4. Lorsque la convention arrive à son terme normal ou que la personne publique la résilie avant ce terme, le concessionnaire est fondé à demander l’indemnisation du préjudice qu’il subit à raison du retour des biens à titre gratuit dans le patrimoine de la collectivité publique, en application des principes énoncés ci-dessus, lorsqu’ils n’ont pu être totalement amortis, soit en raison d’une durée du contrat inférieure à la durée de l’amortissement de ces biens, soit en raison d’une résiliation à une date antérieure à leur complet amortissement. Lorsque l’amortissement de ces biens a été calculé sur la base d’une durée d’utilisation inférieure à la durée du contrat, cette indemnité est égale à leur valeur nette comptable inscrite au bilan. Dans le cas où leur durée d’utilisation était supérieure à la durée du contrat, l’indemnité est égale à la valeur nette comptable qui résulterait de l’amortissement de ces biens sur la durée du contrat. Si, en présence d’une convention conclue entre une personne publique et une personne privée, il est loisible aux parties de déroger à ces principes, l’indemnité mise à la charge de la personne publique au titre de ces biens ne saurait en toute hypothèse excéder le montant calculé selon les modalités précisées ci-dessus.

5. En jugeant que les biens qu’elle a regardés comme constituant des biens de retour devaient, nonobstant les stipulations de la convention, revenir gratuitement à la personne publique alors même qu’ils auraient été financés par le fermier, sans rechercher si ce dernier était fondé, en application des principes énoncés ci-dessus, à demander l’indemnisation du préjudice qu’il subit du fait du retour à titre gratuit, dans le patrimoine de la collectivité publique, des biens qui n’ont pu être totalement amortis lors de la survenance du terme de la convention, en raison d’une durée du contrat inférieure à la durée de l’amortissement de ces biens, la cour administrative d’appel de Toulouse a commis une erreur de droit.

6. Il résulte de ce qui précède que, sans qu’il soit besoin de se prononcer sur les autres moyens du pourvoi, la Mutuelle nationale du bien vieillir est fondée à demander l’annulation de l’arrêt qu’elle attaque.

7. Les dispositions de l’article L. 761-1 du code de justice administrative font obstacle à ce qu’une somme soit mise à ce titre à la charge de la Mutuelle nationale du bien vieillir qui n’est pas, dans la présente instance, la partie perdante. En revanche, il y a lieu, dans les circonstances de l’espèce, de mettre, au titre des mêmes dispositions, à la charge du syndicat intercommunal du Piémont d'Alaric, la somme de 3 000 euros à verser à la Mutuelle nationale du bien vieillir.



D E C I D E :
--------------

Article 1er : L’arrêt du 9 juillet 2024 de la cour administrative d’appel de Toulouse est annulé.

Article 2 : L’affaire est renvoyée à la cour administrative d’appel de Toulouse.

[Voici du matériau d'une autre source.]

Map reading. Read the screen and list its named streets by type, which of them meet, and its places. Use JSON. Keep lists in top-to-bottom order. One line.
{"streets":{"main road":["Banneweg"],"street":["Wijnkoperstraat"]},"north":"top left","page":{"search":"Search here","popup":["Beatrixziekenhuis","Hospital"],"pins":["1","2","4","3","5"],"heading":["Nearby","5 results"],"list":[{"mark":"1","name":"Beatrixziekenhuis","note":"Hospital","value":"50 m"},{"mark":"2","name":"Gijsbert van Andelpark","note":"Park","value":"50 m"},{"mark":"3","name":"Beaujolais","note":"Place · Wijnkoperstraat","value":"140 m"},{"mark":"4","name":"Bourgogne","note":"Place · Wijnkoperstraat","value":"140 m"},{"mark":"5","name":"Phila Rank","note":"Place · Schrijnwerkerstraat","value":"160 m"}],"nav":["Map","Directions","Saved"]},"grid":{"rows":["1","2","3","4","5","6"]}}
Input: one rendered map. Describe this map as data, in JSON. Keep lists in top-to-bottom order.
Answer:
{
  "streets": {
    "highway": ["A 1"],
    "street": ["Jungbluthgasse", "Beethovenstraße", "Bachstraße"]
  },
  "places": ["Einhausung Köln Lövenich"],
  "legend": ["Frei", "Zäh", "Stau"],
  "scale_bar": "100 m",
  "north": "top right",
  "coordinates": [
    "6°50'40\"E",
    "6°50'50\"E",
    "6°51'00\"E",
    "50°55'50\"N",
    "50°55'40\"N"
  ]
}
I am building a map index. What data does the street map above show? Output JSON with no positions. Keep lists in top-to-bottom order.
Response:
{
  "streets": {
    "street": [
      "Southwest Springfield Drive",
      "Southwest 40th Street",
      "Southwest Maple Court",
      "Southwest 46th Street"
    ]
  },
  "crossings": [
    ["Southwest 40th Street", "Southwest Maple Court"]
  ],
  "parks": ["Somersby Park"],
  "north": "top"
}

Article 3 : Le syndicat intercommunal du Piémont d'Alaric versera une somme de 3 000 euros à la Mutuelle nationale du bien vieillir au titre de l’article L. 761-1 du code de justice administrative.

Article 4 : Les conclusions présentées par le syndicat intercommunal du Piémont d'Alaric au titre de l’article L. 761-1 du code de justice administrative sont rejetées.

Article 5 : La présente décision sera notifiée à la Mutuelle nationale du bien vieillir et au syndicat intercommunal du Piémont d'Alaric.